• [DATA SHOWN]:
┄┄┄┄┄┄┄┄┄┄┄┄┄┄┄┄┄┄┄┄
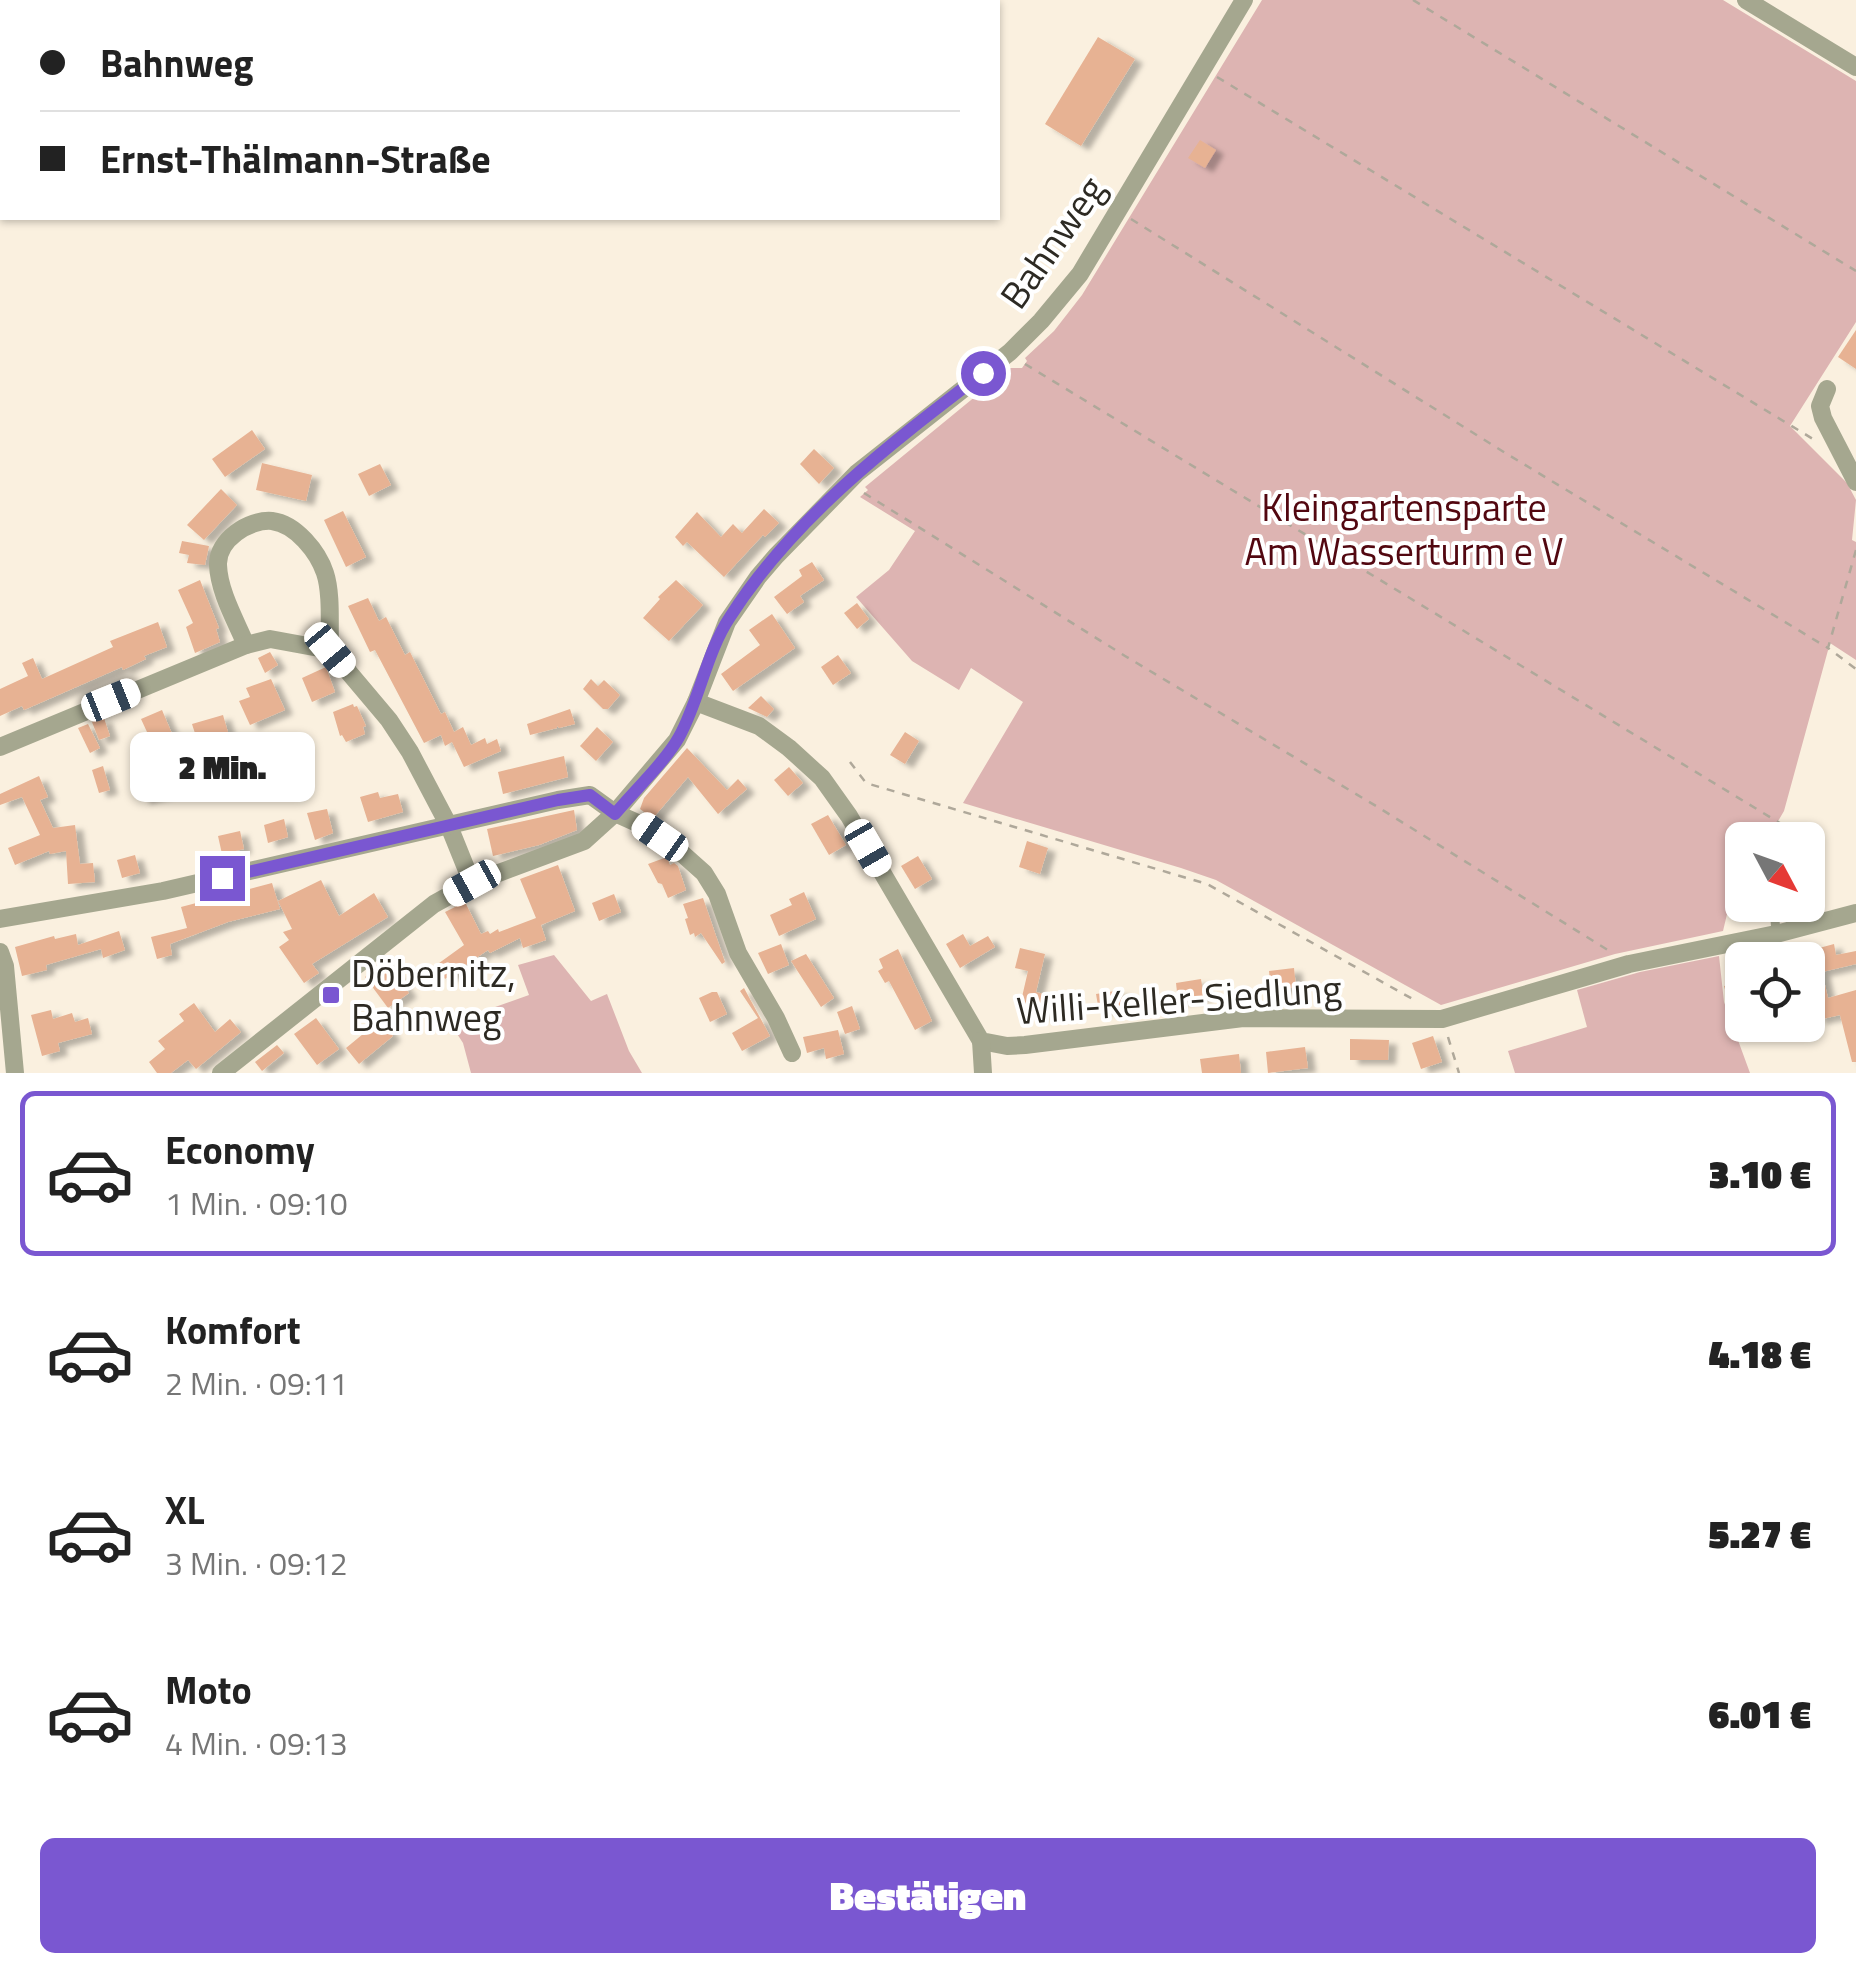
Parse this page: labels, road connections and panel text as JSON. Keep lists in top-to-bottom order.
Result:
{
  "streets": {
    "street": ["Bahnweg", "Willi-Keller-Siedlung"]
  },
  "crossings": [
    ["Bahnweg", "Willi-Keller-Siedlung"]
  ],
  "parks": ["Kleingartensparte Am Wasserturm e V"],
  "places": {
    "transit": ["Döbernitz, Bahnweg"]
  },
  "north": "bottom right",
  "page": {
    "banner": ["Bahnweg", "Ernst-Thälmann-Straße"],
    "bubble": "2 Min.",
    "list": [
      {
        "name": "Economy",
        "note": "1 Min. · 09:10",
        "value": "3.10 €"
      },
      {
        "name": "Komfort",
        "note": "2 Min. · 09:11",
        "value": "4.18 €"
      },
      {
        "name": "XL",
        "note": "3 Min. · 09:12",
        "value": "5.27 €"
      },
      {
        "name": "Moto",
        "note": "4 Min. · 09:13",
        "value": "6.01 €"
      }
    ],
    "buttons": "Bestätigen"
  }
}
┄┄┄┄┄┄┄┄┄┄┄┄┄┄┄┄┄┄┄┄
• [THE PROBLEM]: Without including any pictures, output all the entries above exactly.

• [WRITTEN ANSWER]:
Parse this page: labels, road connections and panel text as JSON. Keep lists in top-to-bottom order.
Result:
{
  "streets": {
    "street": ["Bahnweg", "Willi-Keller-Siedlung"]
  },
  "crossings": [
    ["Bahnweg", "Willi-Keller-Siedlung"]
  ],
  "parks": ["Kleingartensparte Am Wasserturm e V"],
  "places": {
    "transit": ["Döbernitz, Bahnweg"]
  },
  "north": "bottom right",
  "page": {
    "banner": ["Bahnweg", "Ernst-Thälmann-Straße"],
    "bubble": "2 Min.",
    "list": [
      {
        "name": "Economy",
        "note": "1 Min. · 09:10",
        "value": "3.10 €"
      },
      {
        "name": "Komfort",
        "note": "2 Min. · 09:11",
        "value": "4.18 €"
      },
      {
        "name": "XL",
        "note": "3 Min. · 09:12",
        "value": "5.27 €"
      },
      {
        "name": "Moto",
        "note": "4 Min. · 09:13",
        "value": "6.01 €"
      }
    ],
    "buttons": "Bestätigen"
  }
}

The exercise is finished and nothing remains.